In the last article, we talked about threads and different types of threads. In this article we are going to talk about paging and how does it work. You can read the last article below.
What is Paging?
Paging is a memory management scheme by which a computer stores and retrieves data from secondary memory for use in the main memory.
How does paging work?
So this paging memory management scheme is being implemented by the memory management unit(MMU). MMU is a hardware unit that performs this and applies this paging scheme. In paging, we will use some portion of secondary memory as virtual RAM, and this virtual RAM is divided into equal size blocks known as pages, and all these pages are of the same size. We use this virtual RAM to store programs when the physical memory exceeds the actual limit.
In this paging scheme, our RAM is divided into blocks which are known as Frame and the size of this frame is equal to the page size of the virtual RAM.

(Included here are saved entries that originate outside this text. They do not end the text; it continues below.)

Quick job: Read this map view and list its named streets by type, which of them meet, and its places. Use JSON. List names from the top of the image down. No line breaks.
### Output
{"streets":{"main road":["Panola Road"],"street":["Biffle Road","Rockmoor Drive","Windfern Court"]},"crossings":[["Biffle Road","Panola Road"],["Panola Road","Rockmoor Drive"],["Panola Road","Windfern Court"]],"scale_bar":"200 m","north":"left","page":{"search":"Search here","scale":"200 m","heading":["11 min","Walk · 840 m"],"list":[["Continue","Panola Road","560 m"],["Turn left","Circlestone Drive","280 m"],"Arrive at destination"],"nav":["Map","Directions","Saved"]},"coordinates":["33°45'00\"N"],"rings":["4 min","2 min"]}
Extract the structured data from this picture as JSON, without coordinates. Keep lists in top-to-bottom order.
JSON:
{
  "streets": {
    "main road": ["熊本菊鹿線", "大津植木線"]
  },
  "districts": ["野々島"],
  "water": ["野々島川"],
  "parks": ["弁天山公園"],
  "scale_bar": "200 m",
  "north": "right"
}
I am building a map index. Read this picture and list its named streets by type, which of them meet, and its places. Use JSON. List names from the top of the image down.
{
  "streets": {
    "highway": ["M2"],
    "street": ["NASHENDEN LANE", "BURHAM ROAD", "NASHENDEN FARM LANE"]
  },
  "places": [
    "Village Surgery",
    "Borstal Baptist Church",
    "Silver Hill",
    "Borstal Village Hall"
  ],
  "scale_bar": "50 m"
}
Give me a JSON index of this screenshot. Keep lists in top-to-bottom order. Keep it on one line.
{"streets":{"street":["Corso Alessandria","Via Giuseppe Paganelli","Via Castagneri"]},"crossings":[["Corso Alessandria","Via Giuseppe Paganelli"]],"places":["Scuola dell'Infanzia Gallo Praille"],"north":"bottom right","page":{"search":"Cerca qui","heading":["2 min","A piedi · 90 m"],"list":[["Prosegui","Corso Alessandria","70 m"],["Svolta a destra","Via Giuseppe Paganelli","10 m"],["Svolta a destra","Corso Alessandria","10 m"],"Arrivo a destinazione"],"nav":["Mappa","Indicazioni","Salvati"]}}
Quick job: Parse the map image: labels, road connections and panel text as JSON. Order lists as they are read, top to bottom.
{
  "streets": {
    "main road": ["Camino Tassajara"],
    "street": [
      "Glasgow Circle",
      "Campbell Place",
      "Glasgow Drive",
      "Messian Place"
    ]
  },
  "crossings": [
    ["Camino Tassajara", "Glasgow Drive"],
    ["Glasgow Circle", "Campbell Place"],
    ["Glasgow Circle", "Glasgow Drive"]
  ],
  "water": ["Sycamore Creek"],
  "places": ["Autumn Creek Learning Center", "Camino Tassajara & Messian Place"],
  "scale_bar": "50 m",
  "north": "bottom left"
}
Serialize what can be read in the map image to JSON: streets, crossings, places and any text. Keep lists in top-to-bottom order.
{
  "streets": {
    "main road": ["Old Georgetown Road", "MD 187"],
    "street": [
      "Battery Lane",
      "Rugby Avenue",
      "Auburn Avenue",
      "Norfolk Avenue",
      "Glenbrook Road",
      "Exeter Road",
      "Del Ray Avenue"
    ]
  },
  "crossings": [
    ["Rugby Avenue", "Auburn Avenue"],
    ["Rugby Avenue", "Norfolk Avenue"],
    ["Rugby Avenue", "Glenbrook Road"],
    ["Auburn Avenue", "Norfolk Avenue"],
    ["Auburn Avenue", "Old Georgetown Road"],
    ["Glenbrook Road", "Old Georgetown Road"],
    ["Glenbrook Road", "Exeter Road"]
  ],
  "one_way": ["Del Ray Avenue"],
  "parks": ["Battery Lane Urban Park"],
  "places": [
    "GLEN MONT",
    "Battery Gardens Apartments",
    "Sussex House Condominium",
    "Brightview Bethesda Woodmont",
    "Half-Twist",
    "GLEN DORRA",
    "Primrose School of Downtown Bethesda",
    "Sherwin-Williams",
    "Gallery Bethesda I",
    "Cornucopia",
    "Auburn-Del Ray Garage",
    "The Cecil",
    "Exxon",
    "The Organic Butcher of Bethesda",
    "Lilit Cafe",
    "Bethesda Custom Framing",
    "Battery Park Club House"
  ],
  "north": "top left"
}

This virtual memory has its address which is generated by the CPU and this address is known as a virtual address whereas a physical address is an address available on the memory unit and this mapping of the virtual address to physical address is done by the memory management unit and this mapping is known as mapping technique.
Example
Suppose we have a process A which is of size 10kb and this process is divided among 5 pages P1, P2, P3, P4, P5 of size 2kb each.
The above figure represents our whole process A and with the help of this figure, I’m going to explain to you the whole concept of paging step by step. As we know, a logical address is generated by the CPU while the program is running and, this logical address does not exist physically so it is also known as a virtual address. This address is used as a reference by the CPU to access the actual physical memory.
As you see in the figure our CPU is pointing towards an address consists of two parts P and D where P is a page number used as an index in a page table that contains the base address of each in physical memory and D represents page offset which is location difference between the byte address you want and the start of the page. So let us say that our CPU is looking for P5 so the memory management unit checks for P5 which is page 5 of the process A in the appropriate page table which is in the main memory and it will directly go to P5 as it is a direct index, now the memory management unit gets the P5 as a page number now it looking for the frame number which is F22 and then the memory management unit takes this F22 and get the Physical address.
Now move on to page offset which is represented by D which is combined with the base address to define the physical memory address that is sent to the memory unit, we know that process A is divided into 5 pages and each page is also going to have multiple instructions. So, the page offset is basically the address inside the page where exactly the instructions are situated, and by this, the entire memory management unit resolves the physical address and the CPU gets the physical address and it goes to P5 of process A and starts executing it and this whole process is known as Paging.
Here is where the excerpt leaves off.